Microsoft's Millennium beta focuses on consumer segment

By Owen Ferguson

Microsoft recently released the first beta version of Millennium, its new home consumer operating system.

Touted as the follow up to Windows 98, Millennium is slated for release sometime next year, although at this point, the exact shipping date is anyone's guess.

"We're currently on track to deliver it sometime in the year 2000, but it's still too early to guess at a specific date," says Neil Froggatt, Windows product manager with Microsoft Canada Co. in Mississauga, Ont.

Although the release of a first beta is an announcement worthy of some note, and indicates that a product is well underway on its trip to the market, it doesn't really mean much to people near the bottom of the distribution chain. "Beta 1 is a technical beta," Froggatt explains, "so the only people that really play around with it are those who are writing applications for the operating system, or drivers or devices, so that they can start to build their products and test them in the new environment.

"There isn't really a home consumer having a home consumer experience on the operating system yet."

Froggatt maintains that there will probably be a later beta available to value-added resellers and distributors sometime next spring.

The new operating system will follow close on the heels of Windows 2000, Microsoft's new operating system targeted at businesses.
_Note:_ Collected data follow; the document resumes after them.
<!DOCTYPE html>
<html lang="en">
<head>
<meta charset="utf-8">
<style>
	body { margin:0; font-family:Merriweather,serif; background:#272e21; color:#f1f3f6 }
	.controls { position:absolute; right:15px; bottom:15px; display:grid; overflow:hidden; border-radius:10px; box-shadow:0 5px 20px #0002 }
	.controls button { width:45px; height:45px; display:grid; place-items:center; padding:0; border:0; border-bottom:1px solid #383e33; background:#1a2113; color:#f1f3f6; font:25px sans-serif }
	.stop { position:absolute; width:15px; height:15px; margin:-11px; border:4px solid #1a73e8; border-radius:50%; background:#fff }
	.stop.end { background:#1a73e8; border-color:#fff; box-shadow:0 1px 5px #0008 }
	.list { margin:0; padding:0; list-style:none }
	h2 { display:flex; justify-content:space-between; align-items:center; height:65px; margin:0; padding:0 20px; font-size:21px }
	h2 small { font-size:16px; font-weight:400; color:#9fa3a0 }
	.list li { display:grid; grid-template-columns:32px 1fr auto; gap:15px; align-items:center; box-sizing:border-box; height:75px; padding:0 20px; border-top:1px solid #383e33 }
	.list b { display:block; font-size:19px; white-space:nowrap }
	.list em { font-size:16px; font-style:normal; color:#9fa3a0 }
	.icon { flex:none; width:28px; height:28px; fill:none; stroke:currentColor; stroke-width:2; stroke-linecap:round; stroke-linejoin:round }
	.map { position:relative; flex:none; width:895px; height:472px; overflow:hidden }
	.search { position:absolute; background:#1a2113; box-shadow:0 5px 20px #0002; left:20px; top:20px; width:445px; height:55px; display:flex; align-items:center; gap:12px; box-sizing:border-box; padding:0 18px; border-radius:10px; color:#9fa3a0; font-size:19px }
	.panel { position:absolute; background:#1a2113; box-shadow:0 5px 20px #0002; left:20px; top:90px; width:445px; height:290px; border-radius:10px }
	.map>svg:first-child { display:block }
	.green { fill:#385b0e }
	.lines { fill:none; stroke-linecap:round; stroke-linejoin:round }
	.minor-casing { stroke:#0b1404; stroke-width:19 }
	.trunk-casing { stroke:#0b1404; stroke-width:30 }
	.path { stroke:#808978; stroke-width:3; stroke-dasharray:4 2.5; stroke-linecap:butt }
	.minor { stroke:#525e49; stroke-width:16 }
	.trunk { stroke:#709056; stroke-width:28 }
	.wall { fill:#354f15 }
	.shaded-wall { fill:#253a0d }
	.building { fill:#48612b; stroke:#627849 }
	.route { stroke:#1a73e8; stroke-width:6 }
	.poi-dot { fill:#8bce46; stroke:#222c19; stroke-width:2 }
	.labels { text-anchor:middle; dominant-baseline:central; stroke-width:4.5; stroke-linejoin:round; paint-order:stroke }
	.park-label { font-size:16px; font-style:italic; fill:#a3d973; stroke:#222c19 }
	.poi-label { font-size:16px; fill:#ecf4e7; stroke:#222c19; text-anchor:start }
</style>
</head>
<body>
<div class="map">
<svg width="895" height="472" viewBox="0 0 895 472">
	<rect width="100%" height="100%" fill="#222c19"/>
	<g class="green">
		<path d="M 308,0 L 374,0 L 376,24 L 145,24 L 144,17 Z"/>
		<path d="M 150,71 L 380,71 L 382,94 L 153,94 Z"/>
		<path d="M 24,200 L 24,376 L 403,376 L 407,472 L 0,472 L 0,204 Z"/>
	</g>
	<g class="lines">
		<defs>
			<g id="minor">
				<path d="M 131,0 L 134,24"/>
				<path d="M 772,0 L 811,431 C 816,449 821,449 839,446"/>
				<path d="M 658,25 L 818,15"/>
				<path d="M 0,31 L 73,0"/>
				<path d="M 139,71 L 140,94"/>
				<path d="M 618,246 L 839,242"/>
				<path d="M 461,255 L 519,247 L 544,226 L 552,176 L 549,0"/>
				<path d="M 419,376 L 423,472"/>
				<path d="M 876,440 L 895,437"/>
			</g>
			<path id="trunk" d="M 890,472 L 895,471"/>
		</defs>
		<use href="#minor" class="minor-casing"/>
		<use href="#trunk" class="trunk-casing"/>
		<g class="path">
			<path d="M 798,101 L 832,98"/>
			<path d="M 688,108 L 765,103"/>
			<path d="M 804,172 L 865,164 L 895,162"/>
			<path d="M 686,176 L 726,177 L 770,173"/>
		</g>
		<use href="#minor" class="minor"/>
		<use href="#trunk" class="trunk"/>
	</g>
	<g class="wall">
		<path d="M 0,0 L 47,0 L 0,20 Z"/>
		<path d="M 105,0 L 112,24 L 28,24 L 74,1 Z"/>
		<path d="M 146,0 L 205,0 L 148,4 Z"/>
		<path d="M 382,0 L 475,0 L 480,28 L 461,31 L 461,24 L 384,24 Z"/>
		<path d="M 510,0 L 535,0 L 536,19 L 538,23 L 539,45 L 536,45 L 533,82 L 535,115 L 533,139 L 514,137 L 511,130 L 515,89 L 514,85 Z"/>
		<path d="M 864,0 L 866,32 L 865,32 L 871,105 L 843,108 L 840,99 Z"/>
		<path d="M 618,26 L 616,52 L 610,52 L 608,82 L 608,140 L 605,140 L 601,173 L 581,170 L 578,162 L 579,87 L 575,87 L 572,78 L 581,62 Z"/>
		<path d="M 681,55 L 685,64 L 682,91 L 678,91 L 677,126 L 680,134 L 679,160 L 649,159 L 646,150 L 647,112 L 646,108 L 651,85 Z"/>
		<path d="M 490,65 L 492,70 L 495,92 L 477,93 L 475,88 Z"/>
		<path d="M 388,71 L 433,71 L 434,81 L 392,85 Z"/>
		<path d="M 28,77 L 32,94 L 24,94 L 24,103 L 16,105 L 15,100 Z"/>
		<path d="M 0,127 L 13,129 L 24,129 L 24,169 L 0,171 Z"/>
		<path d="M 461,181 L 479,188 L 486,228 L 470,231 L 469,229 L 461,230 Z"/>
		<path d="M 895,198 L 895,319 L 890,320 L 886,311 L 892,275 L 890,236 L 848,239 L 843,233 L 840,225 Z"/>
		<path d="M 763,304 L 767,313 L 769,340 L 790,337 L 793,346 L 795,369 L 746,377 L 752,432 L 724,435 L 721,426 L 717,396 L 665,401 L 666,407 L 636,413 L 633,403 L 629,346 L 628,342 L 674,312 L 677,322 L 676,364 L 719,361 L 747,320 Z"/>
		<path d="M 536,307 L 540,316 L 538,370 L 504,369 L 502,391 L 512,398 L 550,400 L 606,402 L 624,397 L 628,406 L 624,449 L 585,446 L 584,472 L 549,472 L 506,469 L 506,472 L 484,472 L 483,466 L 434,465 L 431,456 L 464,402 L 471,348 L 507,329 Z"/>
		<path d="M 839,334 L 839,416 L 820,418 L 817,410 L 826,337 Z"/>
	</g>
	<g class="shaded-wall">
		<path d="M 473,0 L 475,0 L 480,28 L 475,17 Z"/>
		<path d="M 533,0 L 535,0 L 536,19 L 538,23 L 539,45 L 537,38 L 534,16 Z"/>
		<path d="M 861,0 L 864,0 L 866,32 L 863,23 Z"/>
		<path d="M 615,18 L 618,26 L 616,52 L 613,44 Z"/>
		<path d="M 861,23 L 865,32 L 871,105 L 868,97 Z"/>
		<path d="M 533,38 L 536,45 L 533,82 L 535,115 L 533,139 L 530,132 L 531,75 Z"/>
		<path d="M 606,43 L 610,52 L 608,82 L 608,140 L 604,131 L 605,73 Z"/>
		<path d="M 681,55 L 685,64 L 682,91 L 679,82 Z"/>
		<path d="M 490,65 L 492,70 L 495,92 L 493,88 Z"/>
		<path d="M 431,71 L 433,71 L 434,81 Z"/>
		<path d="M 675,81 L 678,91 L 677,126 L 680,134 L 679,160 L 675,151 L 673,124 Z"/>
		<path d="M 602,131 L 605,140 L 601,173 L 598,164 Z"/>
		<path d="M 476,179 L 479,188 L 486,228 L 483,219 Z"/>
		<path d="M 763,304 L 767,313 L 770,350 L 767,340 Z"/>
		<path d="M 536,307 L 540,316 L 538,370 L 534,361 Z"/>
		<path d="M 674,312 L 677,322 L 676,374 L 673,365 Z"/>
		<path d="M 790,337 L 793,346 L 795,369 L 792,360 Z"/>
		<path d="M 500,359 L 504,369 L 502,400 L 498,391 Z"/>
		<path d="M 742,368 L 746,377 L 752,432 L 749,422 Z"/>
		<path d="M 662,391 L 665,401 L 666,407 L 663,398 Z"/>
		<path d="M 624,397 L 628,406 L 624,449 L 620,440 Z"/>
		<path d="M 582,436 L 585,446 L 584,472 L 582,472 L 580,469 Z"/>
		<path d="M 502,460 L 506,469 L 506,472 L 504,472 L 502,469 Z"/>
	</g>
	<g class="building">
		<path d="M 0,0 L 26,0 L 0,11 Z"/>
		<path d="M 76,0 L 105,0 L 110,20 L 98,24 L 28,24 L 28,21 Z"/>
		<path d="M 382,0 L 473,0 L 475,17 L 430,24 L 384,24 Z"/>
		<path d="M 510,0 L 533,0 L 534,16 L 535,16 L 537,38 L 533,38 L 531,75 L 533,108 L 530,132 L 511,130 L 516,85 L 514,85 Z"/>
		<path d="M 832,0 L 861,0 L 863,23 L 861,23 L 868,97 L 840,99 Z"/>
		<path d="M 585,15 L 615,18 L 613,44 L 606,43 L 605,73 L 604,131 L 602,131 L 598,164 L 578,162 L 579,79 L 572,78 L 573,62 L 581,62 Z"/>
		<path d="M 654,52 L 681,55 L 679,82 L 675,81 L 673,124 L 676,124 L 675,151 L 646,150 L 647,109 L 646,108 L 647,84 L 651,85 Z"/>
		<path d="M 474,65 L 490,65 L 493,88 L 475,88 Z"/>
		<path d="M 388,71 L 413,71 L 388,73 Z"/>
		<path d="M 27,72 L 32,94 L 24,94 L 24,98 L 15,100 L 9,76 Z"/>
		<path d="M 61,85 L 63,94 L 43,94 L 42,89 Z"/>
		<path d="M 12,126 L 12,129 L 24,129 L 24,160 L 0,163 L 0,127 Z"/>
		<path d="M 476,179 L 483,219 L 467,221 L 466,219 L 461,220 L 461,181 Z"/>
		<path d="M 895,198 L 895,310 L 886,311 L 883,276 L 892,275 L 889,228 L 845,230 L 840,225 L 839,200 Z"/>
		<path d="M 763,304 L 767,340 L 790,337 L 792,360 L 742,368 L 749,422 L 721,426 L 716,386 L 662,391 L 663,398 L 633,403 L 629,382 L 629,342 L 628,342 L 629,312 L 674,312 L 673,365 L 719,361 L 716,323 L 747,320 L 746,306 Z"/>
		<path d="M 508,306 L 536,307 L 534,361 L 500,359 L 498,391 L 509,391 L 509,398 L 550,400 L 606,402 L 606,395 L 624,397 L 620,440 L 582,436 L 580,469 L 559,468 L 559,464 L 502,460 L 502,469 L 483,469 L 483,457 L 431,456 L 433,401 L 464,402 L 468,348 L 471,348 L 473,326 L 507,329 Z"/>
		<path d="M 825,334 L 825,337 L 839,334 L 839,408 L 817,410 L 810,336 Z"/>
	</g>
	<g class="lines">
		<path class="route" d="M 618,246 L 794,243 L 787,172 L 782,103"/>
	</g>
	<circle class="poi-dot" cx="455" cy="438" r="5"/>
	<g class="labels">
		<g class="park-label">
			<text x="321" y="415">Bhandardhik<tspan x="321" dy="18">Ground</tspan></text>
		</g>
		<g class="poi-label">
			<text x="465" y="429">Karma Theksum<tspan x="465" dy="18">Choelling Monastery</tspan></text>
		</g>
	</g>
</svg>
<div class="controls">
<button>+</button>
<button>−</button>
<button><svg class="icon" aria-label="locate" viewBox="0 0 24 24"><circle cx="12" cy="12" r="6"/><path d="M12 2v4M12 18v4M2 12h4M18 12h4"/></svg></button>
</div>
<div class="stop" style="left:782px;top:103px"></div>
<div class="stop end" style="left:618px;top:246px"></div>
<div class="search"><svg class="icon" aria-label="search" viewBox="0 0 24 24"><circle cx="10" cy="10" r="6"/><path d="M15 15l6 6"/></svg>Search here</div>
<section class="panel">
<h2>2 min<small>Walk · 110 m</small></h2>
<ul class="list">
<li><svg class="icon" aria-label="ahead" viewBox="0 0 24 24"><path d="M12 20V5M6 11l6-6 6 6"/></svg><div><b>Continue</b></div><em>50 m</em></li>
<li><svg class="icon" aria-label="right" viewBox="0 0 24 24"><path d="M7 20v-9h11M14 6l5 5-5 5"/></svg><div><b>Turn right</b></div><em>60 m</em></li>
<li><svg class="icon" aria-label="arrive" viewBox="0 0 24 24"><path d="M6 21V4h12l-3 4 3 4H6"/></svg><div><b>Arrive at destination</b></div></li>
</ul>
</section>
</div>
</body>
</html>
The release of two such similarly named products, coupled with the fact that Windows 2000 sounds like the sequel to Windows 98, has many people confused.

"The primary difference (between Millennium and Windows 2000) is that Windows 2000 is designed and built with business customers in mind. Windows 2000 is being built to be the Microsoft standard operating system for organizations of all sizes, whereas Millennium is the next version of our home consumer operating system," Froggatt explains.

"I don't want to call it the next version of Windows 98 because it won't necessarily be Windows 98-point-something or 99 or whatever, but it will be the next version of the home consumer operating system."

To put it more simply, either operating system's lineage can be traced by looking at its kernel. "Windows 2000 is going to be built on the NT kernel and Windows 98 is on the 9x kernel. Millennium will also be built on the 9x kernel. Somewhere down the road it is our goal to have a future consumer operating system that is built on the NT kernel, but it's not Millennium," says Froggatt. "The main reason we have stayed on the 9x kernel for Millennium is to continue to focus on backwards compatibility."

But even with the plan to migrate the consumer operating system to the more powerful and more stable NT kernel, Microsoft intends to keep its consumer and business operating system markets separate.

"We're going to continue to maintain separate business and consumer operating systems. We will never have a single operating system from Microsoft — well, I shouldn't say never, but it's unlikely," Froggatt says, "because we want to include features that are specific to the business audience in the one product and features that are specific to the home audience in the other."

So what's to be expected from Millennium? Well, Microsoft has stated that it will focus on four key facets of the new operating system. The first is PC simplicity — Microsoft wants to streamline and automate maintenance as well as improve the out-of-the-box experience by making hardware upgrades fast and easy.

The second is digital media and entertainment. Microsoft expects Millennium to make it much easier to produce, play and store various forms of digital media, and to improve PC gaming. The third facet is home networking. Millennium aims to make networking quick and painless as more people acquire multiple home computers.

And the fourth is the online experience. Like Windows 98 before it, Millennium will be designed with a focus on the Internet as an integral part of day-to-day computer use.